Aynı Deniz, Aynı Hava, Aynı Mücadele
Gölcük ve Karamürsel… Aynı kıyının çocukları. Aynı denizi paylaşıyorlar, aynı gökyüzüne bakıyorlar, aynı tehditlerle karşı karşıyalar.
Bir derenin kirlenmesi yalnızca bir mahalleyi ilgilendirmiyor. Bir taşocağının açılması sadece kuşların göçünü etkilemiyor. Her parça, bütünün içinde bir yankı oluşturuyor.

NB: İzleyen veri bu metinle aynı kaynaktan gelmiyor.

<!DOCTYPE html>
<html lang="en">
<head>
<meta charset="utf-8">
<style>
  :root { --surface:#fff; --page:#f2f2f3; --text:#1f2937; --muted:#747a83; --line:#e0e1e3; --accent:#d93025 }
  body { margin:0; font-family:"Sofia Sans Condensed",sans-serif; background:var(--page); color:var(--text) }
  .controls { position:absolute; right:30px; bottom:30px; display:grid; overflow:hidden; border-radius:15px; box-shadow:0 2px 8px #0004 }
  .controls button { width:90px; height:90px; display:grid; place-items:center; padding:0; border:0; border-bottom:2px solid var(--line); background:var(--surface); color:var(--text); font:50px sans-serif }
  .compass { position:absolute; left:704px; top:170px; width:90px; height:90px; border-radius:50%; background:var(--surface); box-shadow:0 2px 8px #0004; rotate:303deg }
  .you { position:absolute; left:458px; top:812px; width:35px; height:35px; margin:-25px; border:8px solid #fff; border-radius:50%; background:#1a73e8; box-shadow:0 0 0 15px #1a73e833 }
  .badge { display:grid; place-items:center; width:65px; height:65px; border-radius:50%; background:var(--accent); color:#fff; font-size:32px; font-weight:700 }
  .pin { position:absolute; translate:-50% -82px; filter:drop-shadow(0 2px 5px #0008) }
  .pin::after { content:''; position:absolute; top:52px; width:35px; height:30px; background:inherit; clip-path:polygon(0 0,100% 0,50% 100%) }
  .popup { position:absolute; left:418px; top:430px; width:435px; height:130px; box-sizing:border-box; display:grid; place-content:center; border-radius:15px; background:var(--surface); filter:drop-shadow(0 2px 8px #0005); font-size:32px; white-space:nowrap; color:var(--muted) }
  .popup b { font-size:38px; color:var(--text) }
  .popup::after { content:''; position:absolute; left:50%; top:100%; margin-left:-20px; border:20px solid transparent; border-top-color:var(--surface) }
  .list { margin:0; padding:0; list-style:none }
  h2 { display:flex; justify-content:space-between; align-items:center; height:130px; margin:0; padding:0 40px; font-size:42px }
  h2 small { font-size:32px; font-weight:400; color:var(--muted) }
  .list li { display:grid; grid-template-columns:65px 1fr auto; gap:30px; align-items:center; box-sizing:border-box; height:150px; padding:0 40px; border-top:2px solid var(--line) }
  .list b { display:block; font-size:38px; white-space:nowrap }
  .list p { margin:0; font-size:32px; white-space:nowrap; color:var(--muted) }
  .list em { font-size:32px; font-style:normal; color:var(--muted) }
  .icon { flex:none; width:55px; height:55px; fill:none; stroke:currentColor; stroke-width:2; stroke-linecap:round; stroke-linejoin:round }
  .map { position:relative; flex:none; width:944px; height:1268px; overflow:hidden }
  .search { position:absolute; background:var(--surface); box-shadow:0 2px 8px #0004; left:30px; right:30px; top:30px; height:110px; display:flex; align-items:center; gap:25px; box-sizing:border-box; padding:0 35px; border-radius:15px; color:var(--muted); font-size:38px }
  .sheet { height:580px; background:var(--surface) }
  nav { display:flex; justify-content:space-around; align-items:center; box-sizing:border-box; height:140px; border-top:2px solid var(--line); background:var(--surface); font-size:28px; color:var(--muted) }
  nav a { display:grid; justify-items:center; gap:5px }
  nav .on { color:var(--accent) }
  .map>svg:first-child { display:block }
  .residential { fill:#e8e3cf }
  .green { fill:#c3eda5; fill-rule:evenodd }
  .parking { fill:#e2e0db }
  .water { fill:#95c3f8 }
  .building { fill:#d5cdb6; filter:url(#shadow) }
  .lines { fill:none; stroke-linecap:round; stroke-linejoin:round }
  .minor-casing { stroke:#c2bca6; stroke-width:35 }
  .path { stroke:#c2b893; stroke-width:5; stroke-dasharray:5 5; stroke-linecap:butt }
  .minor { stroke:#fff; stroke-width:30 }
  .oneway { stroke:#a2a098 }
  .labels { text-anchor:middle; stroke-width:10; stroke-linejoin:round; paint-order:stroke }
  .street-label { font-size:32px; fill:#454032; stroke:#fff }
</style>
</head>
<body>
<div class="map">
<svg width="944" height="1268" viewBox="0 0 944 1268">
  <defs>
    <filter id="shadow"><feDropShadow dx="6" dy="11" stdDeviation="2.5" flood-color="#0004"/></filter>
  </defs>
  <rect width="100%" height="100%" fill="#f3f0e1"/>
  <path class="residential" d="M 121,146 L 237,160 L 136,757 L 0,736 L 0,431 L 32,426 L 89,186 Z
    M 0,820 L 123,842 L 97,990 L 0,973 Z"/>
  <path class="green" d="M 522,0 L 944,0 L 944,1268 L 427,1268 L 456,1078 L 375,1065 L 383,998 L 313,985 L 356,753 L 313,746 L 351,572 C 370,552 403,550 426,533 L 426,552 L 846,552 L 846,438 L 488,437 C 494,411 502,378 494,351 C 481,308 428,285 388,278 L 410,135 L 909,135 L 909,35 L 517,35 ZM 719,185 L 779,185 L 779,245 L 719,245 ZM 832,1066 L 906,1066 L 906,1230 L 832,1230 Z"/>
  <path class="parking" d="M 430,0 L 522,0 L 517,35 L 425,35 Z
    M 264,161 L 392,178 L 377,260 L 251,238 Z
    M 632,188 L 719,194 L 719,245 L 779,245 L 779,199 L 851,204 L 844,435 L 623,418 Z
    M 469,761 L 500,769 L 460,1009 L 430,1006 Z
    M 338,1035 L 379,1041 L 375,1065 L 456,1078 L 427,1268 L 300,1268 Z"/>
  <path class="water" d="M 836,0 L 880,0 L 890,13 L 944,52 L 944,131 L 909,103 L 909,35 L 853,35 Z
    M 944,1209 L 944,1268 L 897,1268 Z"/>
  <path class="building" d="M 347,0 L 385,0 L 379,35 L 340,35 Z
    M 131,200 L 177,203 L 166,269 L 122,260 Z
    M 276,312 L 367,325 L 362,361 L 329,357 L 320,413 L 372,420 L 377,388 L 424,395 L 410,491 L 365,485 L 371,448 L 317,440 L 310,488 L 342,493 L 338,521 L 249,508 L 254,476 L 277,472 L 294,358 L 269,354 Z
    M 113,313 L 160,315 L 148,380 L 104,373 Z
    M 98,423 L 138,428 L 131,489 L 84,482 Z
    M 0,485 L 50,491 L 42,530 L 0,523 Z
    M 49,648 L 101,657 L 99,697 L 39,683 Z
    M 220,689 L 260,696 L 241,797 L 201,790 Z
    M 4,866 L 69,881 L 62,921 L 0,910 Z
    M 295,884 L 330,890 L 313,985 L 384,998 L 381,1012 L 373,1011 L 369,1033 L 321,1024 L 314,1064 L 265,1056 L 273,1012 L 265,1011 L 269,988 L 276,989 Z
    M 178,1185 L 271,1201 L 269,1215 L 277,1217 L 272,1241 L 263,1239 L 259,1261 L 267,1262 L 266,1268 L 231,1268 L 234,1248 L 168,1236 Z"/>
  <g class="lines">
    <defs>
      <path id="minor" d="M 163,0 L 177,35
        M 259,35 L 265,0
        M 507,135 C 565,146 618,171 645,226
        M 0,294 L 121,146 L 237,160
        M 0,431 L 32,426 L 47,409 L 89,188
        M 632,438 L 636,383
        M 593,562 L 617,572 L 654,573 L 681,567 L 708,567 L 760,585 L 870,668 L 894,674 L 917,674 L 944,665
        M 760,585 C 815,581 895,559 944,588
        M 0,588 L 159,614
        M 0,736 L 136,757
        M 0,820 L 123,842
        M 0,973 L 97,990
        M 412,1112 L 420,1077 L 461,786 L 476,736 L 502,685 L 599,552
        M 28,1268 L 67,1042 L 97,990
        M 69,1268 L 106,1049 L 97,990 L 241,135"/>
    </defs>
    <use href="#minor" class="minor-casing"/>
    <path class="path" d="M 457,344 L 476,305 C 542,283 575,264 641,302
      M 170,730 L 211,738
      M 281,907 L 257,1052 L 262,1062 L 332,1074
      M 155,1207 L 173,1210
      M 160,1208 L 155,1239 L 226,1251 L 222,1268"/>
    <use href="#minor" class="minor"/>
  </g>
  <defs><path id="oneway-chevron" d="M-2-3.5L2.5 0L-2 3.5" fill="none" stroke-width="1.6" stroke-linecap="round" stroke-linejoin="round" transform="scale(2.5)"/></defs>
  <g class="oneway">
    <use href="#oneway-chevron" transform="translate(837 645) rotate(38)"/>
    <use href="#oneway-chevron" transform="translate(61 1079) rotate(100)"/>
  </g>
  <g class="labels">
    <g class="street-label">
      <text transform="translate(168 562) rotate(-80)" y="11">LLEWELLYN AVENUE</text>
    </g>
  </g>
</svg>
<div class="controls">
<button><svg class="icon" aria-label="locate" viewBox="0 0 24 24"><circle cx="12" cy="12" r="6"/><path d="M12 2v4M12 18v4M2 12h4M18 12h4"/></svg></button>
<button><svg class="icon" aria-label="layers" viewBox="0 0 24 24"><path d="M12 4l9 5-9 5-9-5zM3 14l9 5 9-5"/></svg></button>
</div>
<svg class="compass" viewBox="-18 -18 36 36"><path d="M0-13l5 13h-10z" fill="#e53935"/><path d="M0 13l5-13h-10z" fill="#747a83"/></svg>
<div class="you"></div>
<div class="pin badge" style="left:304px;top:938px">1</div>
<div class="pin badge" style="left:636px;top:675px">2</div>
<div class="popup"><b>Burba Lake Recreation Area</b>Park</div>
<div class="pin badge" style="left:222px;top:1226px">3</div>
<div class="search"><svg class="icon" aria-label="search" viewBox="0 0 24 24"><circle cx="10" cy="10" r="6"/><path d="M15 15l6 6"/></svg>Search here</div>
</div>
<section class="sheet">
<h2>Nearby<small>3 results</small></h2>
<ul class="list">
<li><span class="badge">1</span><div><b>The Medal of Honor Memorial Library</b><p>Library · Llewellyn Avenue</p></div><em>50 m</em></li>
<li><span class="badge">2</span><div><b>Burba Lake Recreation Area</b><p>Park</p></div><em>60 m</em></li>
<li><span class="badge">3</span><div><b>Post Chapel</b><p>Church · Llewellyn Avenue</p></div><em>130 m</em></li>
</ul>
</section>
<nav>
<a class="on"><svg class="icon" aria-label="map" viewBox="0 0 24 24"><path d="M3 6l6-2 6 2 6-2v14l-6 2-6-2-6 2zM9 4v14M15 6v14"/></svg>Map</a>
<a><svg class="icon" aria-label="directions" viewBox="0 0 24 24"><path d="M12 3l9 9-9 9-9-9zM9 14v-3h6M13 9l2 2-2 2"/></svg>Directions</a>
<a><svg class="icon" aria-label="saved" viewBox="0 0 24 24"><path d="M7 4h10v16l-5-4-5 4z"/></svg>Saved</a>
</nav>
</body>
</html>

Bakalım gelecek hafta Kocaeli’nin kanayan yarası batı yakasındaki ilçelerde nelerle karşılaşacağız?
Doğayı korumak; yalnızca çevrecilerin, derneklerin, meclis üyelerinin değil, hepimizin görevi. Kocaeli’de doğa artık sessiz değil. Ama biz onu duyabiliyor muyuz?